There is no doubt that clustering is one of the most important processes for data science and machine learning, but it has some practical challenges for which the solution is challenging to find. Some of these practical issues are

- Performing normalization or standardization before applying cluster sometimes produce better results and sometimes worse. So this decision is not firm and only be observed by actually implementing it. And the final clusters are highly dependent upon these steps.
- The choice of the number of clusters is not fixed and only can be observed by actually implementing it.
- The results of the clustering algorithms are hard to analyze in the case of higher dimensions. Dimensionality reduction methods like PCA can reduce the dimensions here, but it also causes data loss.

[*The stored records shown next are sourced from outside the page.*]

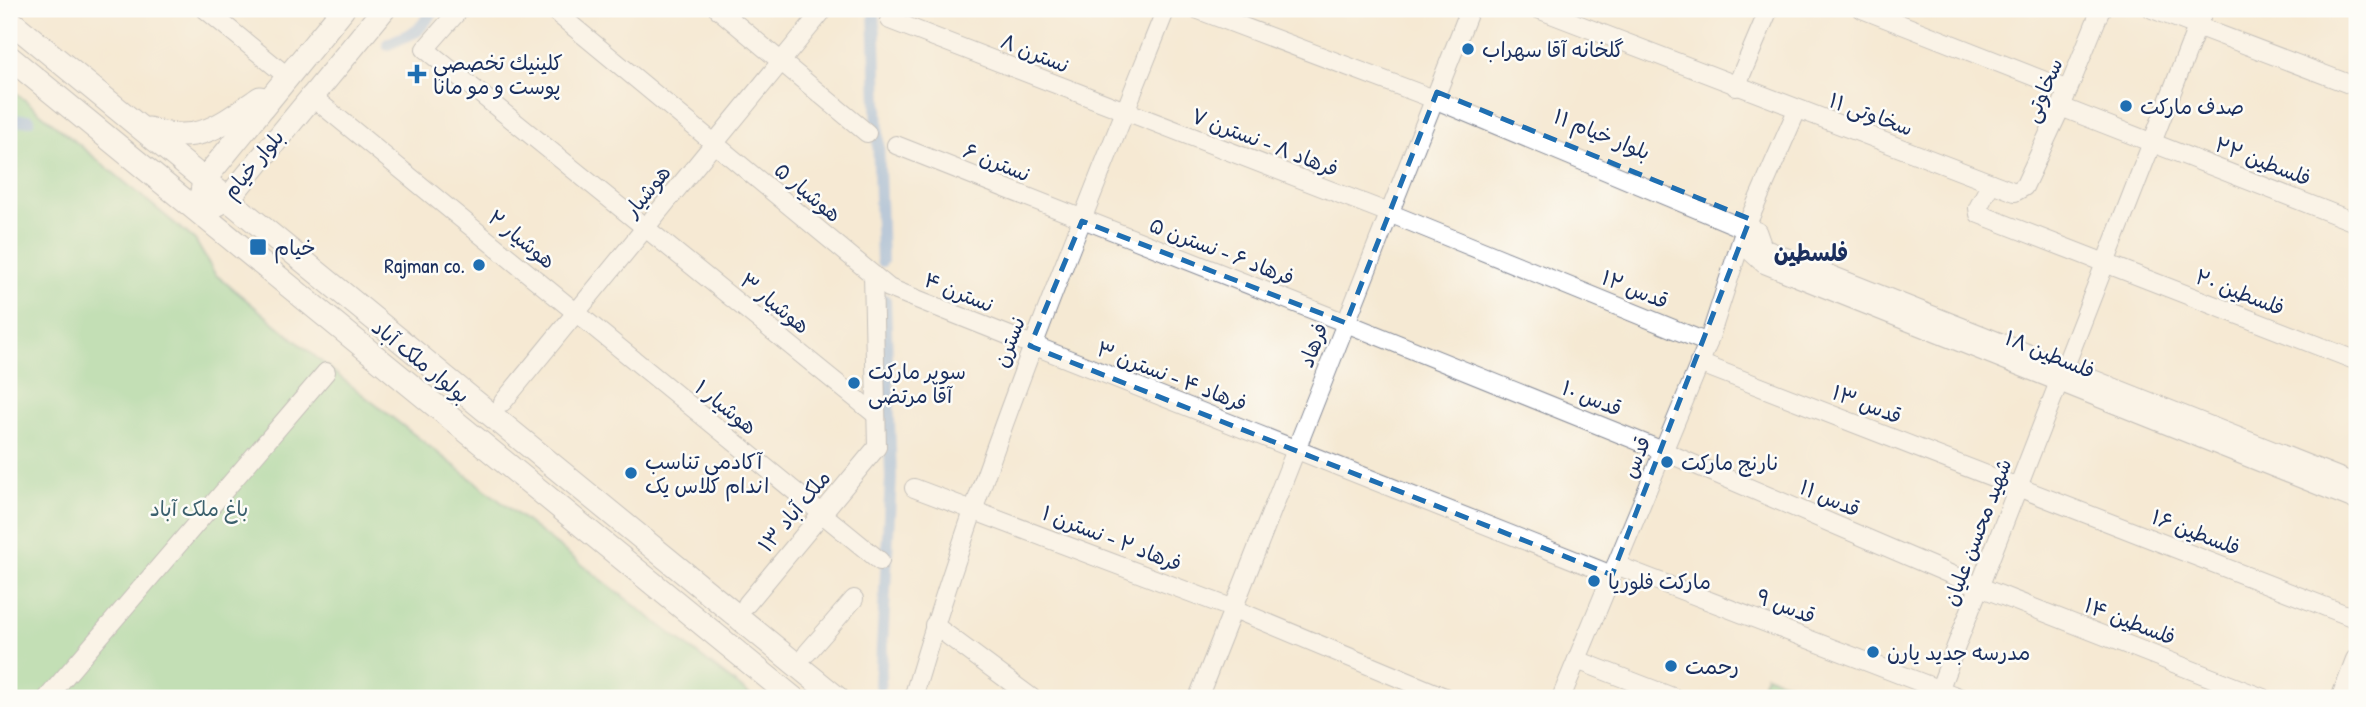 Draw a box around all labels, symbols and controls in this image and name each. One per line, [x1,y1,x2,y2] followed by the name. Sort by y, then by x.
[996,26,1074,80] street label: نسترن ۸
[1482,35,1624,64] place label: گلخانه آقا سهراب
[1460,41,1476,57] marker: گلخانه آقا سهراب
[433,48,563,101] place label: كلينيك تخصصي پوست و مو مانا
[2017,53,2069,127] street label: سخاوتی
[407,64,427,84] marker: كلينيك تخصصي پوست و مو مانا
[1825,85,1917,143] street label: سخاوتی ۱۱
[2140,92,2244,121] place label: صدف مارکت
[2118,98,2134,114] marker: صدف مارکت
[1187,101,1343,183] street label: فرهاد ۸ - نسترن ۷
[1549,101,1655,168] street label: بلوار خیام ۱۱
[216,123,292,206] street label: بلوار خیام
[2211,129,2315,193] street label: فلسطین ۲۲
[959,135,1035,189] street label: نسترن ۶
[768,155,848,229] street label: هوشیار ۵
[616,159,677,224] street label: هوشیار
[482,203,562,275] street label: هوشیار ۲
[1145,210,1299,292] street label: فرهاد ۶ - نسترن ۵
[274,233,316,264] place label: خیام
[248,237,268,257] marker: خیام
[1774,237,1848,268] district label: فلسطین
[384,251,465,280] place label: Rajman co.
[471,257,487,273] marker: Rajman co.
[2191,262,2289,322] street label: فلسطین ۲۰
[1597,263,1673,315] street label: قدس ۱۲
[920,265,998,319] street label: نسترن ۴
[734,266,816,340] street label: هوشیار ۳
[986,312,1032,372] street label: نسترن
[366,313,476,409] street label: بولوار ملک آباد
[1291,318,1335,372] street label: فرهاد
[2001,323,2099,385] street label: فلسطین ۱۸
[1093,334,1251,418] street label: فرهاد ۴ - نسترن ۳
[868,357,966,410] place label: سوپر مارکت آقا مرتضی
[689,373,763,441] street label: هوشیار ۱
[1558,373,1626,423] street label: قدس ۱۰
[846,375,862,391] marker: سوپر مارکت آقا مرتضی
[1828,377,1906,431] street label: قدس ۱۳
[1614,432,1658,482] street label: قدس
[645,447,769,502] place label: آکادمی تناسب اندام کلاس یک
[1681,448,1779,477] place label: نارنج مارکت
[1659,454,1675,470] marker: نارنج مارکت
[1936,454,2018,610] street label: شهید محسن علیان
[751,464,837,558] street label: ۱۳ ملک آباد
[623,465,639,481] marker: آکادمی تناسب اندام کلاس یک
[1795,472,1865,524] street label: قدس ۱۱
[150,494,248,524] park label: باغ ملک آباد
[1038,498,1186,578] street label: فرهاد ۲ - نسترن ۱
[2148,502,2244,562] street label: فلسطین ۱۶
[1608,567,1711,596] place label: مارکت فلوریا
[1586,573,1602,589] marker: مارکت فلوریا
[1752,582,1820,630] street label: قدس ۹
[2080,590,2180,652] street label: فلسطین ۱۴
[1887,638,2030,667] place label: مدرسه جدید یارن
[1865,644,1881,660] marker: مدرسه جدید یارن
[1685,652,1739,681] place label: رحمت
[1663,658,1679,674] marker: رحمت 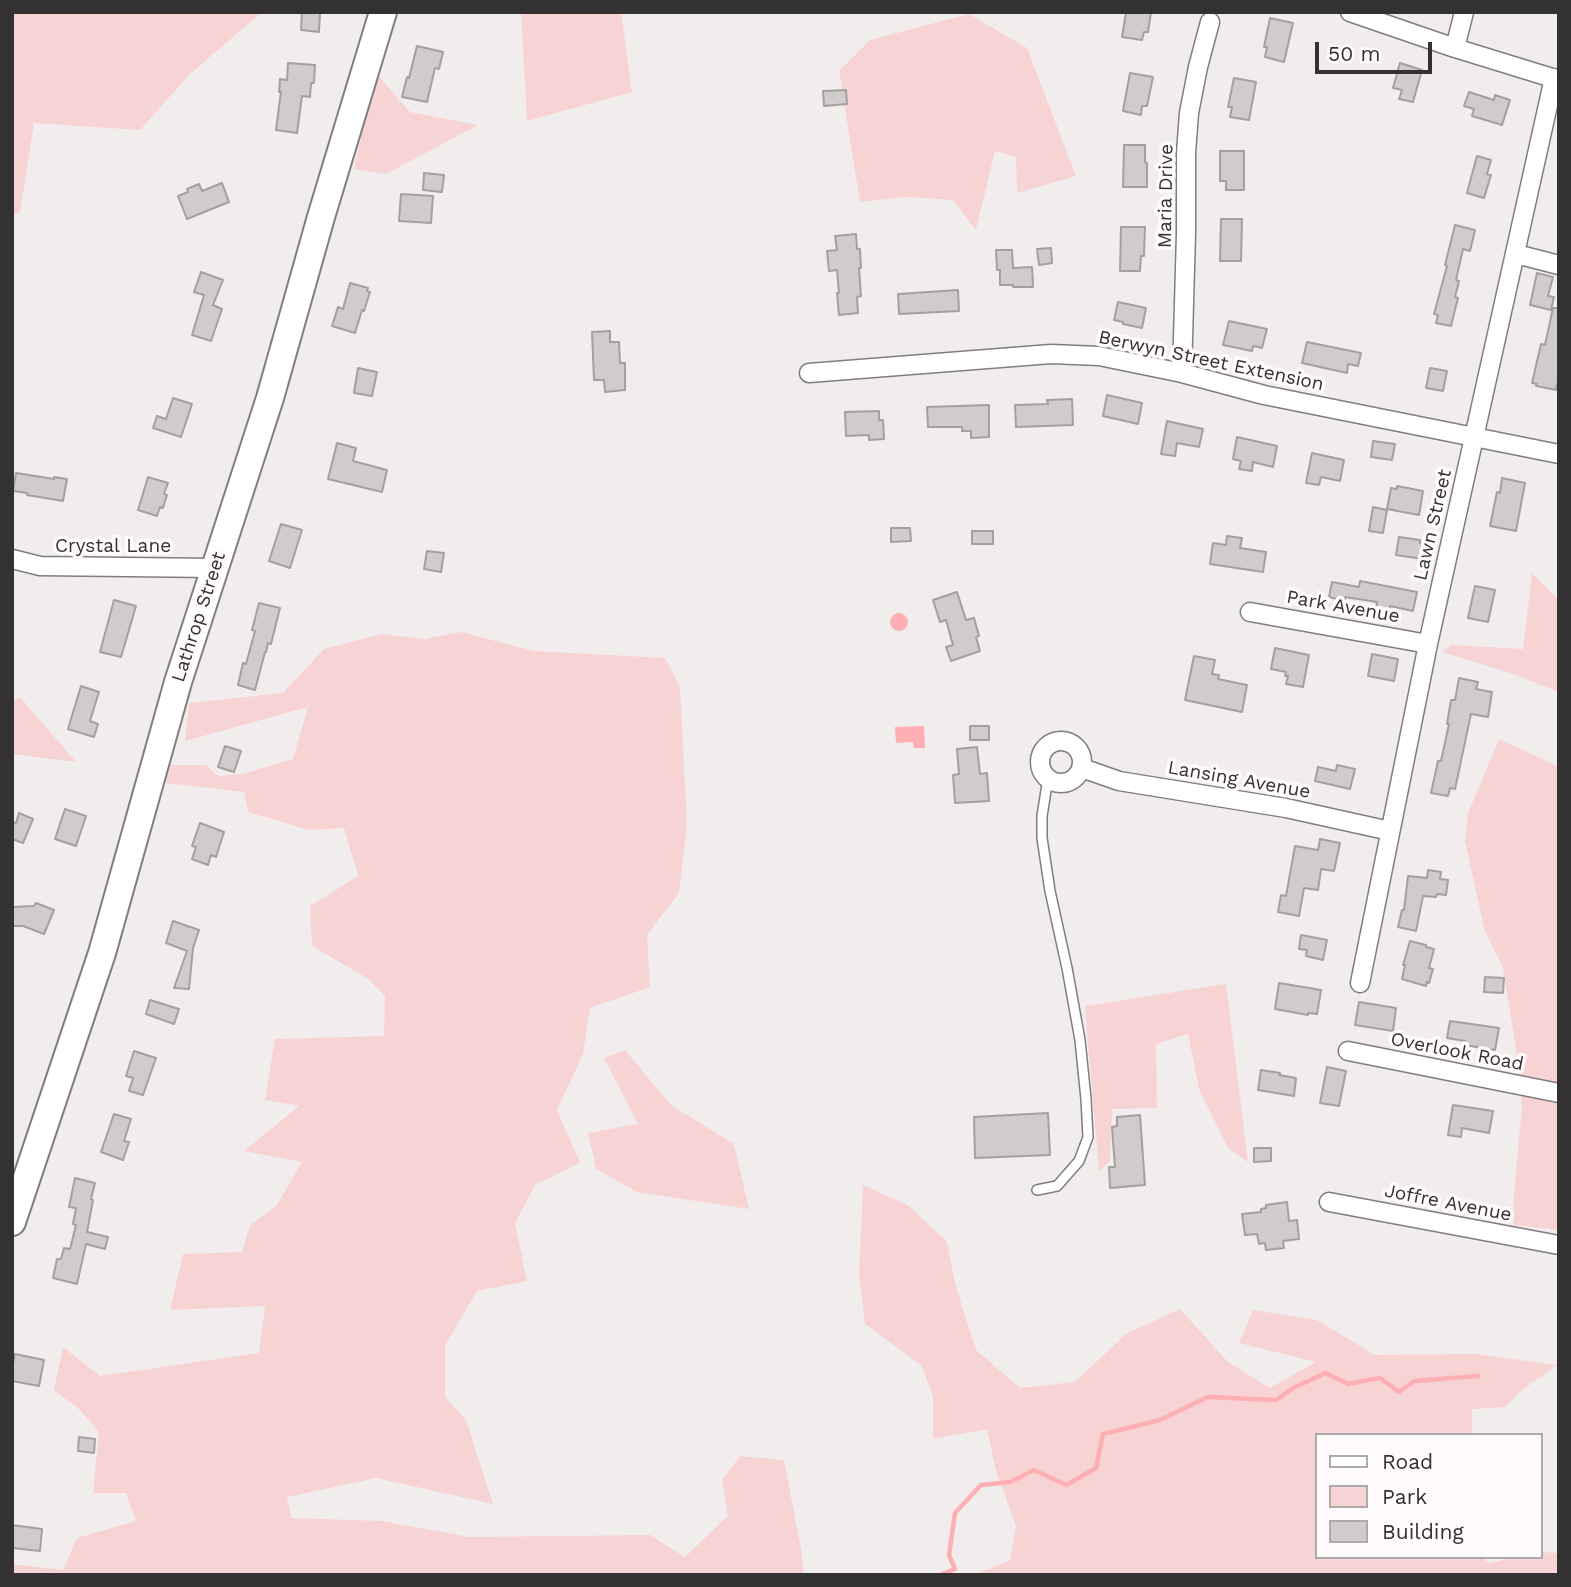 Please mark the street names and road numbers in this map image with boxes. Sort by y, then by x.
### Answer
street label: Maria Drive [1154,144,1178,248]
street label: Berwyn Street Extension [1096,326,1326,396]
street label: Lawn Street [1409,467,1457,583]
street label: Crystal Lane [55,535,171,557]
street label: Lathrop Street [167,549,231,685]
street label: Park Avenue [1285,586,1401,628]
street label: Lansing Avenue [1166,756,1312,804]
street label: Overlook Road [1389,1028,1525,1076]
street label: Joffre Avenue [1383,1180,1513,1226]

K-means is a popular algorithm widely used to analyze real-life data, including medical, sales, finance, and many more. Some of the most excellent applications of K-means are:

- This algorithm is used to construct the Yolo-v3,4,5 object detection models, which are famous in deep learning.
- Customer Segmentation is one of the most incredible examples which uses K-means directly. More details can be found here.
- Pattern recognition in images: We can feed millions and billions of pictures into this algorithm. K-means can segregate them into the desired number of clusters based on their content.

K-means is considered one of the fundamental algorithms that every interviewer expects a candidate knows about it. Data analysis and finding patterns in massive data is the most crucial step. Knowledge of k-means suggests that the data scientist position candidates have worked on unstructured data. Possible interview questions on this topic would be,

- What is the step-wise process in which K-means find clusters?
- How do we decide the number of clusters?
- How can we improve the speed of the native K-means algorithm?
- What are the inherent problems of clustering algorithms?
- What are the other methods used for clustering?

In this article, we discussed the K-means algorithm in a detailed fashion. We learned the pseudo-code of K-means algorithms, inherent problems associated with the K-means algorithm, and how we can improve the time performance of the K-means algorithm. We discussed methods to help find the optimal value K, one of the most frequent questions in machine learning interviews. After that, we implemented the algorithm on the Iris dataset.